[Saved data entries]
- Opening Delimiter -

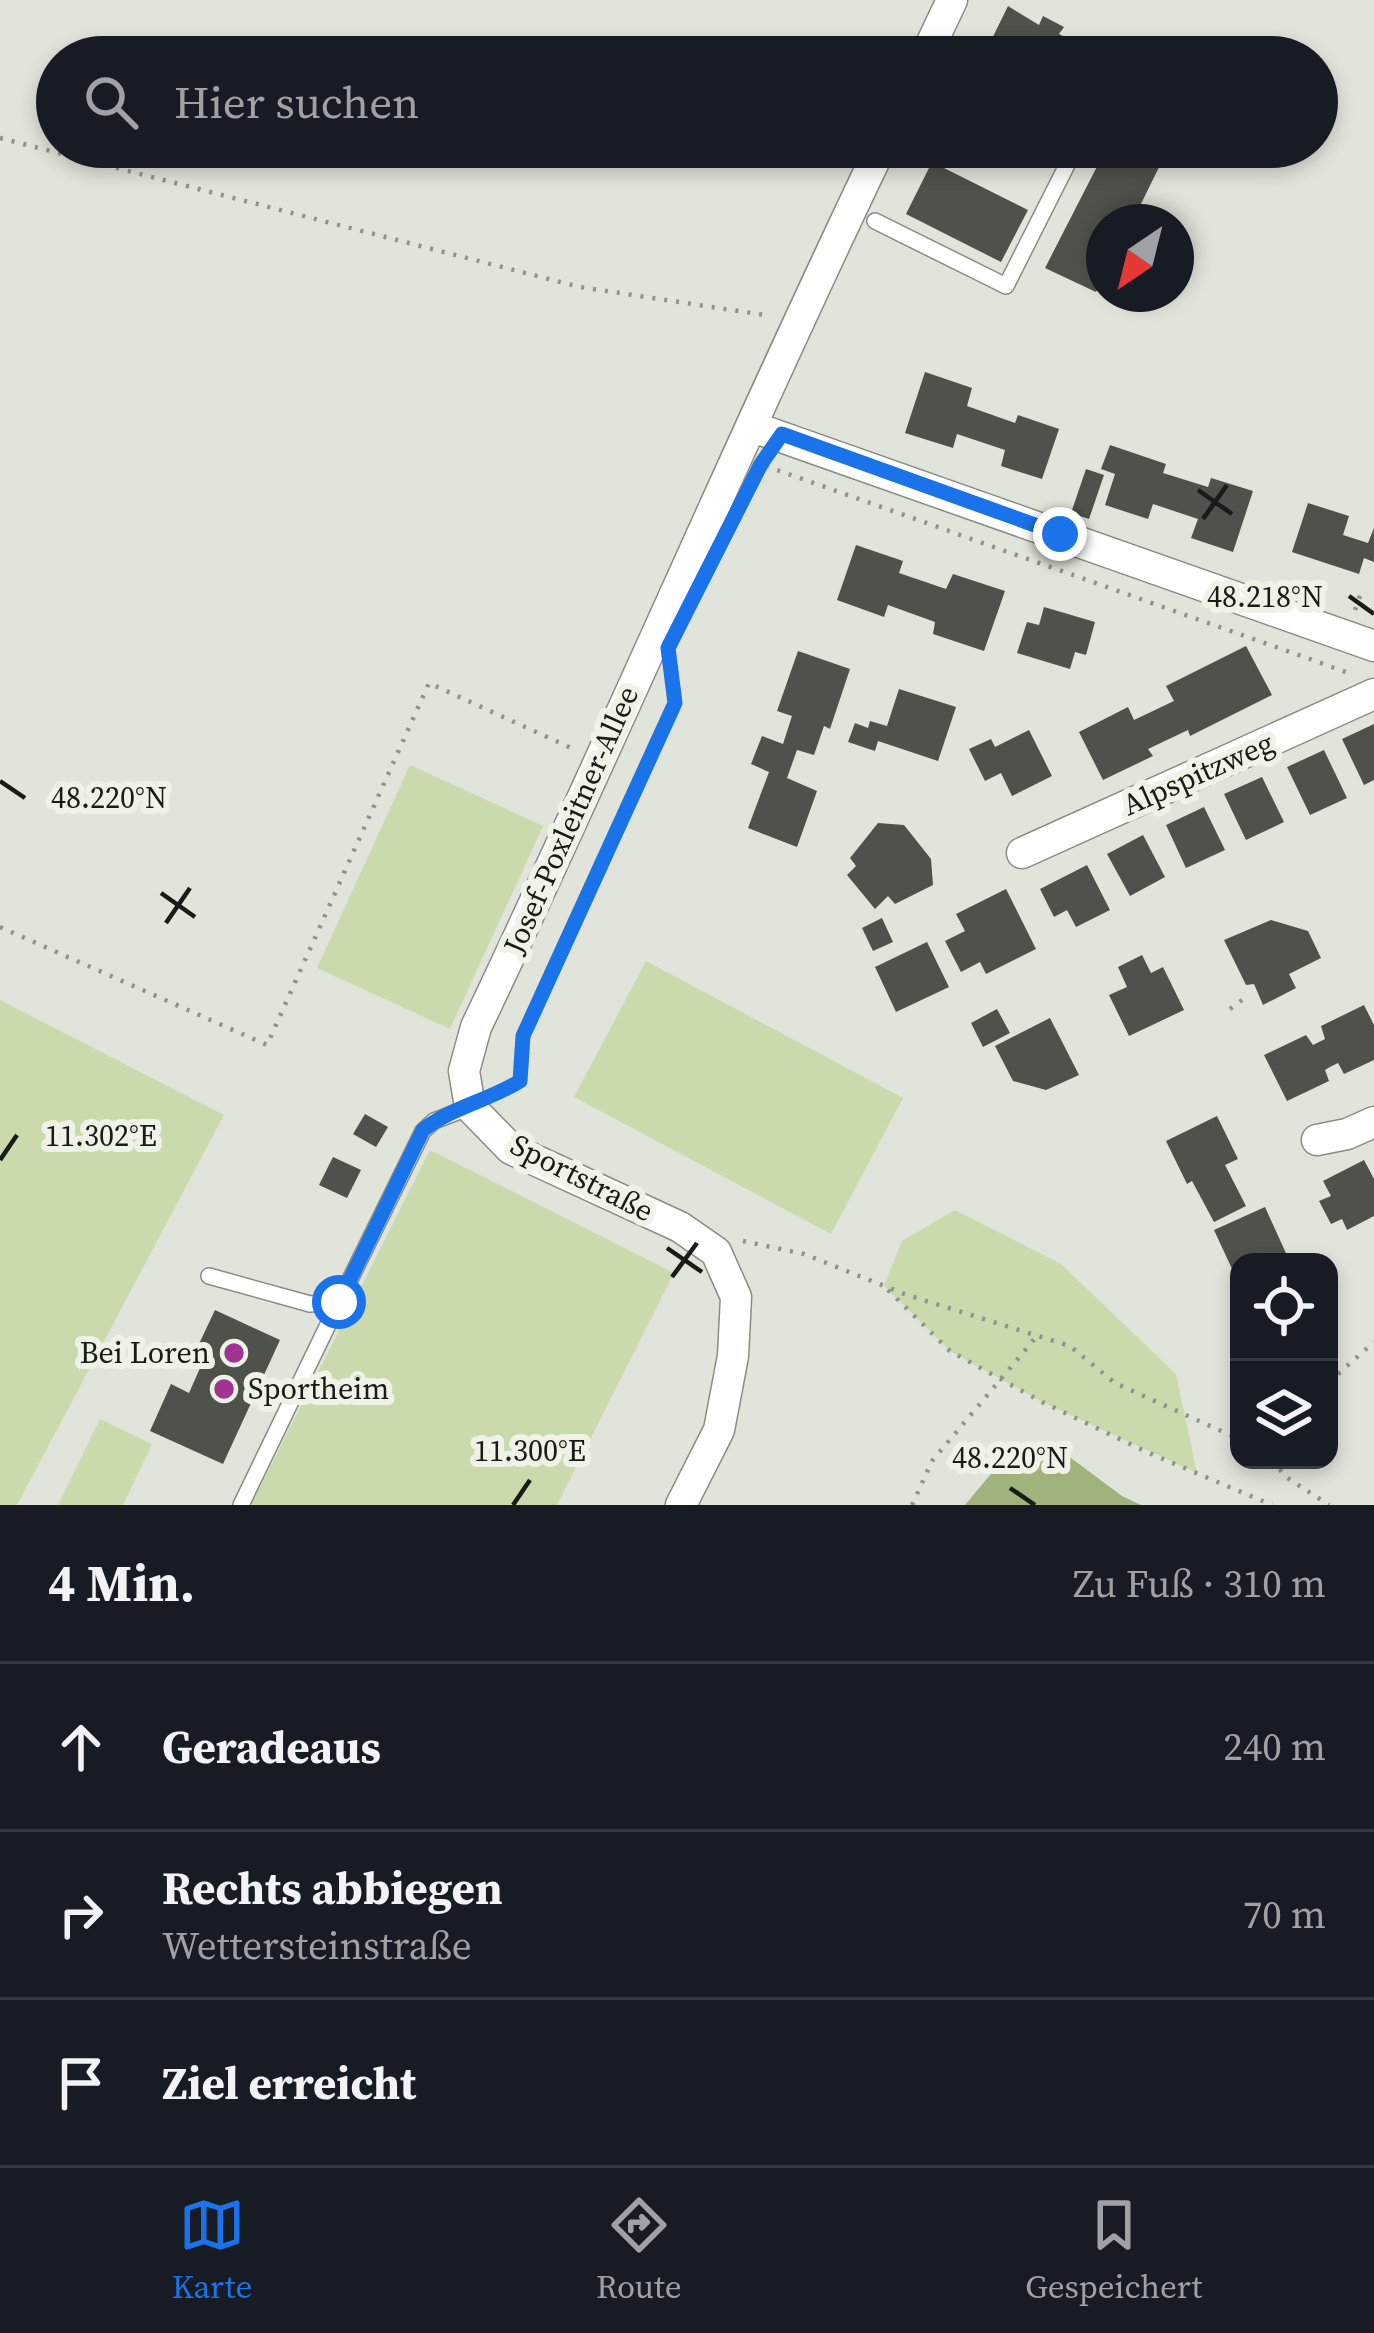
<!DOCTYPE html>
<html lang="de">
<head>
<meta charset="utf-8">
<style>
	:root { --surface:#171b24; --page:#20242c; --text:#f1f3f6; --muted:#9ea1a6; --line:#363941; --accent:#1a73e8 }
	body { margin:0; font-family:"Source Serif 4",serif; background:var(--page); color:var(--text) }
	.controls { position:absolute; right:36px; bottom:36px; display:grid; overflow:hidden; border-radius:24px; box-shadow:0 6px 18px #0003 }
	.controls button { width:108px; height:108px; display:grid; place-items:center; padding:0; border:0; border-bottom:3px solid var(--line); background:var(--surface); color:var(--text); font:60px sans-serif }
	.compass { position:absolute; left:1086px; top:204px; width:108px; height:108px; border-radius:50%; background:var(--surface); box-shadow:0 6px 18px #0003; rotate:215deg }
	.stop { position:absolute; width:36px; height:36px; margin:-27px; border:9px solid #1a73e8; border-radius:50%; background:#fff }
	.stop.end { background:#1a73e8; border-color:#fff; box-shadow:0 3px 12px #0008 }
	.list { margin:0; padding:0; list-style:none }
	h2 { display:flex; justify-content:space-between; align-items:center; height:156px; margin:0; padding:0 48px; font-size:51px }
	h2 small { font-size:39px; font-weight:400; color:var(--muted) }
	.list li { display:grid; grid-template-columns:78px 1fr auto; gap:36px; align-items:center; box-sizing:border-box; height:168px; padding:0 48px; border-top:3px solid var(--line) }
	.list b { display:block; font-size:45px; white-space:nowrap }
	.list p { margin:0; font-size:39px; white-space:nowrap; color:var(--muted) }
	.list em { font-size:39px; font-style:normal; color:var(--muted) }
	.icon { flex:none; width:66px; height:66px; fill:none; stroke:currentColor; stroke-width:2; stroke-linecap:round; stroke-linejoin:round }
	.map { position:relative; flex:none; width:1374px; height:1505px; overflow:hidden }
	.search { position:absolute; background:var(--surface); box-shadow:0 6px 18px #0003; left:36px; right:36px; top:36px; height:132px; display:flex; align-items:center; gap:30px; box-sizing:border-box; padding:0 42px; border-radius:66px; color:var(--muted); font-size:45px }
	.sheet { height:660px; background:var(--surface) }
	nav { display:flex; justify-content:space-around; align-items:center; box-sizing:border-box; height:168px; border-top:3px solid var(--line); background:var(--surface); font-size:33px; color:var(--muted) }
	nav a { display:grid; justify-items:center; gap:6px }
	nav .on { color:var(--accent) }
	.map>svg:first-child { display:block }
	.green { fill:#cadaad }
	.water { fill:#a1b37d }
	.building { fill:#4f524a }
	.lines { fill:none; stroke-linecap:round; stroke-linejoin:round }
	.lane-casing { stroke:#898d83; stroke-width:18 }
	.street-casing { stroke:#898d83; stroke-width:33 }
	.path { stroke:#90928b; stroke-width:4.5; stroke-dasharray:3 9; stroke-linecap:butt }
	.lane { stroke:#fff; stroke-width:15 }
	.street { stroke:#fff; stroke-width:30 }
	.route { stroke:#1a73e8; stroke-width:15 }
	.ticks { fill:none; stroke:#191b17; stroke-width:4.5 }
	.poi-dot { fill:#a13493; stroke:#eef2e7; stroke-width:4.5 }
	.labels { text-anchor:middle; stroke-width:12; stroke-linejoin:round; paint-order:stroke }
	.street-label { font-size:30px; fill:#191b17; stroke:#eef2e7 }
	.poi-label { font-size:30px; fill:#191b17; stroke:#eef2e7; text-anchor:end }
	.ticks-label { font-size:30px; text-anchor:middle; fill:#191b17; stroke:#eef2e7; stroke-width:12; stroke-linejoin:round; paint-order:stroke }
</style>
</head>
<body>
<div class="map">
<svg width="1374" height="1505" viewBox="0 0 1374 1505">
	<rect width="100%" height="100%" fill="#e1e4da"/>
	<!-- green -->
	<g class="green">
		<polygon points="410,765 543,826 450,1029 317,968"/>
		<polygon points="646,961 903,1098 831,1234 574,1097"/>
		<polygon points="0,1000 224,1115 17,1505 0,1505"/>
		<polygon points="430,1150 674,1273 557,1505 251,1505"/>
		<polygon points="955,1210 1061,1264 1176,1374 1197,1473 1042,1402 950,1351 884,1286 902,1241"/>
		<polygon points="100,1419 152,1444 123,1505 58,1505"/>
	</g>
	<!-- water -->
	<polygon class="water" points="1031,1455 1071,1458 1122,1496 1141,1505 965,1505 995,1469"/>
	<!-- building -->
	<g class="building">
		<polygon points="1008,6 1039,25 1043,16 1064,27 1059,34 1104,57 983,57"/>
		<polygon points="1107,147 1169,147 1132,222 1104,222 1104,277 1096,292 1045,268"/>
		<polygon points="932,162 1028,210 1001,262 906,214"/>
		<polygon points="925,372 972,388 967,406 1015,423 1018,415 1059,429 1042,479 1001,466 1005,450 957,434 953,448 905,433"/>
		<polygon points="1110,445 1166,464 1163,473 1208,487 1211,478 1253,491 1233,552 1191,538 1198,519 1153,504 1148,519 1105,505 1115,474 1101,469"/>
		<polygon points="1086,469 1104,475 1089,519 1071,513"/>
		<polygon points="1308,503 1349,516 1343,535 1368,543 1374,528 1374,562 1364,558 1359,574 1292,552"/>
		<polygon points="856,545 903,561 899,573 946,589 953,574 1005,591 984,651 933,634 935,622 888,605 884,617 837,600"/>
		<polygon points="1044,607 1095,622 1086,655 1075,652 1070,669 1017,653 1027,622 1039,625"/>
		<polygon points="1246,646 1272,695 1190,736 1188,730 1148,749 1153,756 1103,780 1079,732 1128,707 1134,720 1174,701 1166,686"/>
		<polygon points="798,651 850,669 830,729 824,726 814,755 797,750 787,778 817,791 797,847 748,828 769,772 751,764 762,736 783,744 792,716 777,711"/>
		<polygon points="899,689 956,707 938,761 878,741 875,751 848,742 855,723 868,728 870,721 887,726"/>
		<polygon points="1374,724 1374,780 1364,785 1342,739"/>
		<polygon points="1029,730 1052,776 1012,796 1001,773 985,781 969,749 991,739 995,747"/>
		<polygon points="1324,750 1347,798 1310,815 1287,767"/>
		<polygon points="1262,777 1284,822 1246,840 1224,794"/>
		<polygon points="1204,807 1225,850 1186,868 1166,825"/>
		<polygon points="878,823 904,825 931,859 933,885 895,904 888,896 875,909 847,875 856,866 850,858"/>
		<polygon points="1143,835 1165,877 1130,896 1107,854"/>
		<polygon points="1087,865 1110,910 1076,927 1067,910 1054,917 1040,889"/>
		<polygon points="1006,889 1036,949 986,974 980,962 961,972 945,941 965,931 956,914"/>
		<polygon points="882,918 893,942 873,951 862,928"/>
		<polygon points="1271,920 1308,931 1321,958 1289,974 1296,988 1263,1005 1254,984 1246,985 1224,940"/>
		<polygon points="927,942 949,987 896,1012 875,967"/>
		<polygon points="1142,955 1151,973 1163,967 1184,1010 1129,1036 1109,995 1127,987 1118,967"/>
		<polygon points="1364,1005 1374,1025 1374,1060 1344,1074 1338,1063 1330,1067 1325,1070 1329,1081 1287,1101 1264,1055 1306,1035 1313,1045 1325,1039 1321,1026"/>
		<polygon points="997,1009 1010,1033 983,1047 971,1023"/>
		<polygon points="1050,1018 1079,1075 1046,1090 1013,1081 995,1046"/>
		<polygon points="365,1114 388,1127 376,1147 353,1134"/>
		<polygon points="1217,1116 1238,1159 1225,1165 1246,1206 1214,1222 1192,1181 1187,1184 1166,1141"/>
		<polygon points="333,1157 361,1170 347,1198 319,1185"/>
		<polygon points="1364,1160 1374,1179 1374,1216 1347,1230 1342,1219 1331,1224 1319,1201 1331,1196 1323,1181"/>
		<polygon points="1265,1207 1290,1262 1239,1262 1239,1284 1214,1230"/>
		<polygon points="215,1310 280,1340 223,1464 150,1431 171,1384 189,1393 208,1350 198,1346"/>
	</g>
	<g class="lines">
		<!-- lane casing -->
		<g class="lane-casing">
			<g id="lane">
				<polyline points="875,221 1006,286 1076,147"/>
				<polyline points="209,1276 310,1304 339,1302 423,1131 434,1121 470,1107"/>
				<polyline points="241,1505 339,1302"/>
			</g>
		</g>
		<!-- street casing -->
		<g class="street-casing">
			<g id="street">
				<polyline points="925,57 952,0"/>
				<polyline points="753,427 1374,646"/>
				<polyline points="1022,853 1374,694"/>
				<polyline points="1317,1140 1347,1134 1374,1122"/>
				<path d="M681,1505l38,-75 14,-74 3,-59 -20,-45 -36,-25 -169,-78 -41,-42 -6,-36 12,-44c139,-291 265,-589 405,-880"/>
			</g>
		</g>
		<!-- path -->
		<g class="path">
			<polyline points="0,138 580,287 771,316"/>
			<polyline points="766,466 1349,673"/>
			<polyline points="1355,610 1361,593"/>
			<polyline points="0,927 267,1045 429,683 571,748"/>
			<polyline points="1230,1009 1242,1000"/>
			<polyline points="497,1095 520,1081 523,1036 675,702 671,673"/>
			<polyline points="743,1241 804,1254 907,1295 1070,1346 1115,1383 1239,1439"/>
			<polyline points="888,1290 950,1351 1042,1402 1149,1453 1272,1505"/>
			<polyline points="1329,1382 1374,1342"/>
			<polyline points="1272,1460 1286,1477 1329,1505"/>
			<polyline points="912,1505 932,1461 1037,1336"/>
		</g>
		<!-- lane -->
		<use href="#lane" class="lane"/>
		<!-- street -->
		<use href="#street" class="street"/>
	</g>
	<g class="lines">
		<!-- route -->
		<path class="route" d="M339,1302l84,-172c27,-22 67,-30 97,-49l3,-45 152,-333 -7,-55 93,-184 21,-30 278,100"/>
	</g>
	<!-- ticks -->
	<path class="ticks" d="M1198,490l34,24M1203,519l24,-34M1349,596l25,18M0,781l25,17M161,893l34,24M166,923l24,-35M0,1160l17,-25M667,1248l35,24M672,1277l25,-34M1010,1488l25,17M513,1505l17,-25"/>
	<!-- markers -->
	<g class="poi-dot">
		<circle cx="234" cy="1353" r="12"/>
		<circle cx="224" cy="1389" r="12"/>
	</g>
	<g class="labels">
		<!-- street labels -->
		<g class="street-label">
			<text transform="translate(1198 774) rotate(-24)" y="10">Alpspitzweg</text>
			<text transform="translate(571 820) rotate(-66)" y="10">Josef-Poxleitner-Allee</text>
			<text transform="translate(582 1178) rotate(27)" y="10">Sportstraße</text>
		</g>
		<!-- poi labels -->
		<g class="poi-label">
			<text x="210" y="1363">Bei Loren</text>
			<text x="248" y="1399" text-anchor="start">Sportheim</text>
		</g>
	</g>
	<g class="ticks-label">
		<text x="1265" y="607">48.218°N</text>
		<text x="109" y="808">48.220°N</text>
		<text x="101" y="1146">11.302°E</text>
		<text x="530" y="1461">11.300°E</text>
		<text x="1010" y="1468">48.220°N</text>
	</g>
</svg>
<div class="controls">
<button><svg class="icon" aria-label="locate" viewBox="0 0 24 24"><circle cx="12" cy="12" r="6"/><path d="M12 2v4M12 18v4M2 12h4M18 12h4"/></svg></button>
<button><svg class="icon" aria-label="layers" viewBox="0 0 24 24"><path d="M12 4l9 5-9 5-9-5zM3 14l9 5 9-5"/></svg></button>
</div>
<svg class="compass" viewBox="-18 -18 36 36"><path d="M0-13l5 13h-10z" fill="#e53935"/><path d="M0 13l5-13h-10z" fill="#9ea1a6"/></svg>
<div class="stop" style="left:339px;top:1302px"></div>
<div class="stop end" style="left:1060px;top:534px"></div>
<div class="search"><svg class="icon" aria-label="search" viewBox="0 0 24 24"><circle cx="10" cy="10" r="6"/><path d="M15 15l6 6"/></svg>Hier suchen</div>
</div>
<section class="sheet">
<h2>4 Min.<small>Zu Fuß · 310 m</small></h2>
<ul class="list">
<li><svg class="icon" aria-label="ahead" viewBox="0 0 24 24"><path d="M12 20V5M6 11l6-6 6 6"/></svg><div><b>Geradeaus</b></div><em>240 m</em></li>
<li><svg class="icon" aria-label="right" viewBox="0 0 24 24"><path d="M7 20v-9h11M14 6l5 5-5 5"/></svg><div><b>Rechts abbiegen</b><p>Wettersteinstraße</p></div><em>70 m</em></li>
<li><svg class="icon" aria-label="arrive" viewBox="0 0 24 24"><path d="M6 21V4h12l-3 4 3 4H6"/></svg><div><b>Ziel erreicht</b></div></li>
</ul>
</section>
<nav>
<a class="on"><svg class="icon" aria-label="map" viewBox="0 0 24 24"><path d="M3 6l6-2 6 2 6-2v14l-6 2-6-2-6 2zM9 4v14M15 6v14"/></svg>Karte</a>
<a><svg class="icon" aria-label="directions" viewBox="0 0 24 24"><path d="M12 3l9 9-9 9-9-9zM9 14v-3h6M13 9l2 2-2 2"/></svg>Route</a>
<a><svg class="icon" aria-label="saved" viewBox="0 0 24 24"><path d="M7 4h10v16l-5-4-5 4z"/></svg>Gespeichert</a>
</nav>
</body>
</html>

- Closing Delimiter -

Repeat only the lines between the top of the entries above and the line containing "position:absolute; right:36px; bottom:36px;", both ends included, without the pictures.

<!DOCTYPE html>
<html lang="de">
<head>
<meta charset="utf-8">
<style>
	:root { --surface:#171b24; --page:#20242c; --text:#f1f3f6; --muted:#9ea1a6; --line:#363941; --accent:#1a73e8 }
	body { margin:0; font-family:"Source Serif 4",serif; background:var(--page); color:var(--text) }
	.controls { position:absolute; right:36px; bottom:36px; display:grid; overflow:hidden; border-radius:24px; box-shadow:0 6px 18px #0003 }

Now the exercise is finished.